John Baizley and Katie Jones – If I Needed You (Townes Van Zandt)
If I needed you would you come to me and ease my pain? The genius of Townes Van Zandt was to ask rather than talk around the question. ‘If I Needed You,’ by John Baizley (Baroness) and Katie Jones (Monroe?), appears on Songs of Townes Van Zandt, twenty-two tracks by musicians of whom you may not normally associate with country. Some may argue that Townes Van Zandt wasn’t country, but it feels country to me.

Eef Barzelay – Ready to Go Home (Hank Williams)
Country music is inseparable from gospel music. The earliest memory of many musicians is standing between a pair of pews, unable to see over the top of the one in front, hearing a group of grownups singing – badly – a standard hymn of the Protestant variety. Some may have heard an organ or out-of-tune piano in the background. ‘Ready to Go Home’ was recorded by Hank Williams in the early 50’s, but was not released until Hank had crossed over.

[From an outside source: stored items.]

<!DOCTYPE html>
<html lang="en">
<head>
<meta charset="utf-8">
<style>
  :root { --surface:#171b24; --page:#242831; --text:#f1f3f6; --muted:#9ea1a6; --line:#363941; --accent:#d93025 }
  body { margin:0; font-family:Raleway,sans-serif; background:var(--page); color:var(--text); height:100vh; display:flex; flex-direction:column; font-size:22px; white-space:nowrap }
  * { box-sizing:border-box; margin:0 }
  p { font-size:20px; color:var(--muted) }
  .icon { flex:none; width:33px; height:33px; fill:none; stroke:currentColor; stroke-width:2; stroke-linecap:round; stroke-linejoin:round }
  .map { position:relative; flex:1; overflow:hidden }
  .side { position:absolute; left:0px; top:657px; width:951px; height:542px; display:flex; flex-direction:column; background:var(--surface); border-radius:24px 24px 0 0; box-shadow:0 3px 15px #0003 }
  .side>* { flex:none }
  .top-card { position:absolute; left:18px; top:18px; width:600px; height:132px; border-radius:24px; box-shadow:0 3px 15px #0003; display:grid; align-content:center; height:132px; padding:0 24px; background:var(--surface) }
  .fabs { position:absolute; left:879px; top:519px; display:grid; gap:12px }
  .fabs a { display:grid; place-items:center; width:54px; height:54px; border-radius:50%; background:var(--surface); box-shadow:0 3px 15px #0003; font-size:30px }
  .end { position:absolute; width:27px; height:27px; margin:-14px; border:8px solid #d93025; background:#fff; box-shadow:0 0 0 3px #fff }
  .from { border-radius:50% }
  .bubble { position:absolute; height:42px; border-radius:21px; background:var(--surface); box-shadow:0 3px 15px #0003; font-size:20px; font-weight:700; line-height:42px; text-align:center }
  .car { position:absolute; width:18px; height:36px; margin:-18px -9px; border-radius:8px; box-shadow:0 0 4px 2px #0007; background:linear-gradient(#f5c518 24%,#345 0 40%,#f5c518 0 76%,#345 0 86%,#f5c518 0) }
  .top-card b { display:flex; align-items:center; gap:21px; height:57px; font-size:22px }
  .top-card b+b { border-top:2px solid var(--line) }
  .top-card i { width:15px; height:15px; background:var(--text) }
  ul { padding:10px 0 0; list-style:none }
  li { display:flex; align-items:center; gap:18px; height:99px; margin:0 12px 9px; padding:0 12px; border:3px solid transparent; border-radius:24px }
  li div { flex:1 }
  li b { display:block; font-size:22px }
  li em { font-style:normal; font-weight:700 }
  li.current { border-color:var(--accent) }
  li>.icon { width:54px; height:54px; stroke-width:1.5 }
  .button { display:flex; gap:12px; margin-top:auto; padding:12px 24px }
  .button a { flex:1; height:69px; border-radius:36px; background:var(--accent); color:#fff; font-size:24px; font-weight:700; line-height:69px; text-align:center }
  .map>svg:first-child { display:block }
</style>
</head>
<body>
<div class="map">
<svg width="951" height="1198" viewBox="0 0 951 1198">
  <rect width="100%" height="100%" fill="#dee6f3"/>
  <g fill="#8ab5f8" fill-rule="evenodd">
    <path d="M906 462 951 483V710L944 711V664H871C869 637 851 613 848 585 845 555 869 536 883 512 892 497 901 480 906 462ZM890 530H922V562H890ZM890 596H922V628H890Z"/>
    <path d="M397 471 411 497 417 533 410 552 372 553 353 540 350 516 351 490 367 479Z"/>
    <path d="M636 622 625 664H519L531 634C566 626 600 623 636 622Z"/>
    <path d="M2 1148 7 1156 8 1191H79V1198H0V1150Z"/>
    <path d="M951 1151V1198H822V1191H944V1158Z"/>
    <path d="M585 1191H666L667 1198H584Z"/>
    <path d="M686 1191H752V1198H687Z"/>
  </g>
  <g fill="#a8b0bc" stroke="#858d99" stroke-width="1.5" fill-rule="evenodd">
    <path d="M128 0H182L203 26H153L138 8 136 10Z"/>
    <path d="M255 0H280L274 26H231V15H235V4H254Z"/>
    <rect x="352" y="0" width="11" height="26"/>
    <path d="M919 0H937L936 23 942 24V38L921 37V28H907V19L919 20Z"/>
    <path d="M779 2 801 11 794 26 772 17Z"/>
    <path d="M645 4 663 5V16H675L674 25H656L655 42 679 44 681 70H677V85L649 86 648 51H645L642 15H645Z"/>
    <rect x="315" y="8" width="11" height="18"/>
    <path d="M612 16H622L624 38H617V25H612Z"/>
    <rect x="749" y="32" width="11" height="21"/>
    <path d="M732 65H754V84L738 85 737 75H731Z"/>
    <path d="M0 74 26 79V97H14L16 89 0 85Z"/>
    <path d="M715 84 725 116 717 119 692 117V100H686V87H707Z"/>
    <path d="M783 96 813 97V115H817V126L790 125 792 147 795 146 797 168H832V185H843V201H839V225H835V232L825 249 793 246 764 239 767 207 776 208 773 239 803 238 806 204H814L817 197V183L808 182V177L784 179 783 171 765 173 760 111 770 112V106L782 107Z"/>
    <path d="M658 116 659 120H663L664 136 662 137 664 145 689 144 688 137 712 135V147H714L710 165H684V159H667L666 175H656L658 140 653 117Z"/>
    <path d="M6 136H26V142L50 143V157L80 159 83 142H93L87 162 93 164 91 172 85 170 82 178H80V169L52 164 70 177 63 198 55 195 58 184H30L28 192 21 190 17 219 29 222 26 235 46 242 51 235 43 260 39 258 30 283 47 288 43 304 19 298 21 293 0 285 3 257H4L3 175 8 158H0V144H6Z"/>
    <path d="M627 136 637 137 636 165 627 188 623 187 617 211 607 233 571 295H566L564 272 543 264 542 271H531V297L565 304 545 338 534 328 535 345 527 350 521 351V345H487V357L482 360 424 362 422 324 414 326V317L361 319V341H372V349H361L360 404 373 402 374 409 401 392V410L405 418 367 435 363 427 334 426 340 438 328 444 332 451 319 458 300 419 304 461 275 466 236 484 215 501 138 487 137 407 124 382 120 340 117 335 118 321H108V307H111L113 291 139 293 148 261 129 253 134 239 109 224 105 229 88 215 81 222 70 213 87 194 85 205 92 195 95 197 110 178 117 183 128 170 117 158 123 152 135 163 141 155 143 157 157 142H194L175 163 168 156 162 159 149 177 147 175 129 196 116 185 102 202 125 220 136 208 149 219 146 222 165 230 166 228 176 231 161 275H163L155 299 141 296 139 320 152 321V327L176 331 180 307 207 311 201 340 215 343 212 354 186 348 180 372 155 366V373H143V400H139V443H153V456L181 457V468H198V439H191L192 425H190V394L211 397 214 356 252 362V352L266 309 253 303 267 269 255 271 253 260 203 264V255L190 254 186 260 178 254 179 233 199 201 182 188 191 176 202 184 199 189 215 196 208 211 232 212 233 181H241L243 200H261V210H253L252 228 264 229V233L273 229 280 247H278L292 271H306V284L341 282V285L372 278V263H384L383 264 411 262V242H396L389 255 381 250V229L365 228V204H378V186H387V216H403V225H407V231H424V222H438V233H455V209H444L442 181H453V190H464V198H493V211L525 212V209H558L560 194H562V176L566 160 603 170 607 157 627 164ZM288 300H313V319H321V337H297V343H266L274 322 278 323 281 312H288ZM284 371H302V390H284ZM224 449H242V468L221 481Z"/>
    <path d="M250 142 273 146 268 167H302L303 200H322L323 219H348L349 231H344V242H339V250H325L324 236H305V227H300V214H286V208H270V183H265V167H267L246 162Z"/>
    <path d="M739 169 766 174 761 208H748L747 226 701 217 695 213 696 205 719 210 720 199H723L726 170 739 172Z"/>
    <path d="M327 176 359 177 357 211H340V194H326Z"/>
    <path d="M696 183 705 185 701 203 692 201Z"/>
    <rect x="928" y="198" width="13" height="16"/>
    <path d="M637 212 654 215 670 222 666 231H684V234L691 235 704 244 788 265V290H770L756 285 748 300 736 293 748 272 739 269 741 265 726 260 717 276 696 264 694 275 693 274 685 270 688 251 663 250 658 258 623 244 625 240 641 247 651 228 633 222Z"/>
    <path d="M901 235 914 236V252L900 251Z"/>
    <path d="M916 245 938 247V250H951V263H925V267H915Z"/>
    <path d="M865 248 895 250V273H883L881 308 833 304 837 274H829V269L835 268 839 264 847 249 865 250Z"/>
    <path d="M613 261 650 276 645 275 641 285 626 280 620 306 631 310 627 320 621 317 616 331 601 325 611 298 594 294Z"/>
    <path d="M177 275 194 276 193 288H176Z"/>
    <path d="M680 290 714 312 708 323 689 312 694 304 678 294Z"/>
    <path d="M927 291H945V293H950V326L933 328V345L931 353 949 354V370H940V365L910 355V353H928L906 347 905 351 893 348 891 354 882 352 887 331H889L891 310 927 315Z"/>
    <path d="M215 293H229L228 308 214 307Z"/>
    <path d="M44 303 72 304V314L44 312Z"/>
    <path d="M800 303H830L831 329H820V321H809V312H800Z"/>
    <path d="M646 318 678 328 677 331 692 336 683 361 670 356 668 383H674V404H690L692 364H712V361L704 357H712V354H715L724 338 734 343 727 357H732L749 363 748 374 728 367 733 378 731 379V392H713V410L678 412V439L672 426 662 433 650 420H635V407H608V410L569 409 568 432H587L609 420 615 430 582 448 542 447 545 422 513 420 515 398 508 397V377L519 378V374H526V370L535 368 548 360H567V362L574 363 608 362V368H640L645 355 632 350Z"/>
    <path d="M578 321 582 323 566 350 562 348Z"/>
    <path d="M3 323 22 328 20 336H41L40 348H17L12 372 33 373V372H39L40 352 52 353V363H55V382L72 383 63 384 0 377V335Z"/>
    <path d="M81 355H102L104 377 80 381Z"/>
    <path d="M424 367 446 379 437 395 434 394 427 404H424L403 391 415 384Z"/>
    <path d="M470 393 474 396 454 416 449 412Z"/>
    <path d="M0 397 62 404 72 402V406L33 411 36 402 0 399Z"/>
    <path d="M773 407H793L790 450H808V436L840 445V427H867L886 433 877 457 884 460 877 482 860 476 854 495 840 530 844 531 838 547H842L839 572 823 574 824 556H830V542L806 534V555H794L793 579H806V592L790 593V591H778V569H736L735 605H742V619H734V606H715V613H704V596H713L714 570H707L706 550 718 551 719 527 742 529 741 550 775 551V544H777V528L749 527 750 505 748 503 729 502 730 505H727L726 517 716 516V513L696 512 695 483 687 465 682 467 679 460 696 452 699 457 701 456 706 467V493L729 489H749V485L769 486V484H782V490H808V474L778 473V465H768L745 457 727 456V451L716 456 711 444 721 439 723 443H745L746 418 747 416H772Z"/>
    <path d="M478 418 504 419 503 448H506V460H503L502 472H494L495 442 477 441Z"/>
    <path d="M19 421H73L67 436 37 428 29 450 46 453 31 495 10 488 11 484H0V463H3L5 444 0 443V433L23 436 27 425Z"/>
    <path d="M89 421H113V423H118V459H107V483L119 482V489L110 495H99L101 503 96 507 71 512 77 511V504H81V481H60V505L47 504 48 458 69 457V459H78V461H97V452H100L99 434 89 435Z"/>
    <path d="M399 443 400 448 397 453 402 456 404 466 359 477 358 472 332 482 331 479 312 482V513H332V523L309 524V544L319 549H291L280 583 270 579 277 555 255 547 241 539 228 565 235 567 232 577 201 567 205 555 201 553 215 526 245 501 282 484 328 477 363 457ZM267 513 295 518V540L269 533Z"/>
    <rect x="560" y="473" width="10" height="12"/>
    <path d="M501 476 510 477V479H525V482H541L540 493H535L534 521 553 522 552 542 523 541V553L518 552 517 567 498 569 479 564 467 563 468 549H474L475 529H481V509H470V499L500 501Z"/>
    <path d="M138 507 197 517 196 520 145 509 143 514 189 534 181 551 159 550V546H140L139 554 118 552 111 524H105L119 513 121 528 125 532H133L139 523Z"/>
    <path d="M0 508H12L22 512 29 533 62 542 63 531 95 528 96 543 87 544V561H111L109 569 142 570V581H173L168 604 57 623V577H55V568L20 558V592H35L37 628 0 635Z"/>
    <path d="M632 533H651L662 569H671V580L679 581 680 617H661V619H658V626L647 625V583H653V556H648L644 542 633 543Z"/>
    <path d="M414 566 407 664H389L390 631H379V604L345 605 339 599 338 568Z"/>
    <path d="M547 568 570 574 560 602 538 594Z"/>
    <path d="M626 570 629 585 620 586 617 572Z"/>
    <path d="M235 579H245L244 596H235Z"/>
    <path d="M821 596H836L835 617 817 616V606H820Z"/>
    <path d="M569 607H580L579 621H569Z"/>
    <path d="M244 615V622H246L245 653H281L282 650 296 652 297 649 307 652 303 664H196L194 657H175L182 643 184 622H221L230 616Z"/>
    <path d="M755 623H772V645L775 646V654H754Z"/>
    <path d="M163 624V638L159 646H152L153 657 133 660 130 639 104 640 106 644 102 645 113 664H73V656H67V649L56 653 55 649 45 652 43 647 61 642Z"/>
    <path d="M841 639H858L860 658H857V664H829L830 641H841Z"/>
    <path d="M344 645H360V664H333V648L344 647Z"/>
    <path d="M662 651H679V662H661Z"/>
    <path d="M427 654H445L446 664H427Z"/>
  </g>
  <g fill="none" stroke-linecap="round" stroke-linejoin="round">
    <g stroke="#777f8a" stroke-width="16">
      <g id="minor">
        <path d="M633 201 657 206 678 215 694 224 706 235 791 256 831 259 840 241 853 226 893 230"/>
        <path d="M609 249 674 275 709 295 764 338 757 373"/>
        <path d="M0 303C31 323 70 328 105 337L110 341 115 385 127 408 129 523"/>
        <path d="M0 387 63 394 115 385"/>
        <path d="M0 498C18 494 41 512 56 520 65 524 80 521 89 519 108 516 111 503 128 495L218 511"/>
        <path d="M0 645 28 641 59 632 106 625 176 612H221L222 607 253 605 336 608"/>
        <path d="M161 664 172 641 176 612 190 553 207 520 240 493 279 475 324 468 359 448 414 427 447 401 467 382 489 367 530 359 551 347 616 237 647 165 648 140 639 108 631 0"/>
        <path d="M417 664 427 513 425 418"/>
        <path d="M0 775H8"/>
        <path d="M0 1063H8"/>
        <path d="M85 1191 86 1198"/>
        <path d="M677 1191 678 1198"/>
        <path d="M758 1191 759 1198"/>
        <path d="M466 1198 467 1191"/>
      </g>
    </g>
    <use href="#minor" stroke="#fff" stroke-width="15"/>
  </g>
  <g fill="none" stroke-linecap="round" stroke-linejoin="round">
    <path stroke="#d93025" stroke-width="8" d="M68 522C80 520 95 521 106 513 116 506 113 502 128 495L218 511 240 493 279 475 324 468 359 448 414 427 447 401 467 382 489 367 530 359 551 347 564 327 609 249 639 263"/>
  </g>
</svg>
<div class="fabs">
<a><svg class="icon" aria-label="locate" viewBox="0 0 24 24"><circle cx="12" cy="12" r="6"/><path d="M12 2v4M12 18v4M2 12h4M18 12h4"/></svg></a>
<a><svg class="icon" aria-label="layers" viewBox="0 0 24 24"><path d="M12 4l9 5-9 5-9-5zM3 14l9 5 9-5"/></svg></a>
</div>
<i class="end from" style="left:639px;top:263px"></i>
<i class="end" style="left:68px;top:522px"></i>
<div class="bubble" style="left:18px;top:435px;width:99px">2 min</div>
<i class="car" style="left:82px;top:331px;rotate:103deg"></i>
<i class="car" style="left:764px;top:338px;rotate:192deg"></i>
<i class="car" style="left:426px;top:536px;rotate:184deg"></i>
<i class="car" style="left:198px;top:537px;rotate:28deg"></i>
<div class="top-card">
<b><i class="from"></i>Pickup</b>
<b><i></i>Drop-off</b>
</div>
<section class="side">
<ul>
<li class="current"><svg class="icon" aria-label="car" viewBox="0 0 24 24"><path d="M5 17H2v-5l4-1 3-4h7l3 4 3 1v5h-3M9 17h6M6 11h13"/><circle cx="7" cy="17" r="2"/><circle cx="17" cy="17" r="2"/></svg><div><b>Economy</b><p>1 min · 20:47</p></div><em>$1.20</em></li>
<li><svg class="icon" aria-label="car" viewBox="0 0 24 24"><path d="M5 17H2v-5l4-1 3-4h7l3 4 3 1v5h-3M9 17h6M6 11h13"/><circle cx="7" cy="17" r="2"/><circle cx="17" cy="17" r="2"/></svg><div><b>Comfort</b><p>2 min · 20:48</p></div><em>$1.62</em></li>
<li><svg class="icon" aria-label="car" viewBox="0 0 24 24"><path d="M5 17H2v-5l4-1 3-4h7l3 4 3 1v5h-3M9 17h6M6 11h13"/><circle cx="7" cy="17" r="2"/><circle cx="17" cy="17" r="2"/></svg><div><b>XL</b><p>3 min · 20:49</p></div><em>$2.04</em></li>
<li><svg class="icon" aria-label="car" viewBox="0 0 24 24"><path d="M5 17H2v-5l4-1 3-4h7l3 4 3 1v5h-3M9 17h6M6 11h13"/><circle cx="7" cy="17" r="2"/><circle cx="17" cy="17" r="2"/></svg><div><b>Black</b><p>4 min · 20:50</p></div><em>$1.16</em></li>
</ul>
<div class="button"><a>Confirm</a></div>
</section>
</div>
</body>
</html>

Eef Barzelay’s rendition appears on Fan Chosen Covers, released in 2011.

Johnny Cactus and the Pricks – Drivin’ Nails in My Coffin (Ernest Tubb)
Take the old Ernest Tubb classic, strip away everything but the bare essentials, and dial in the reverb. If there is such a thing as country dream pop, then this is it and it’s kinda cool. I don’t know nothin’ ’bout no Johnny Cactus and the Pricks, but ‘Drivin’ Nails in My Coffin’ appears on their 2014 opus, Fuck Country Music This Is the Pricks which, I was surprised to learn, was passed over for a CMA.

David Nance Group – Little Bit of Rain (Fred Neil)
We began our journey with David Nance and that’s where we’ll end it. David completely re-imagines the Fred Neil folkie, creating a new song that is both more country and more tragic than the original. ‘Little Bit of Rain,’ from the album Catharsis Lottery: Live 2018​-​2019, was a Song of the Day earlier this year.  And if I look back I’ll try to remember all the good times, warm days filled with sunshine, just a little bit of rain. And if you look back try to forget all the bad times, all those sad and lonely blue times, cause it’s all just a little bit of rain.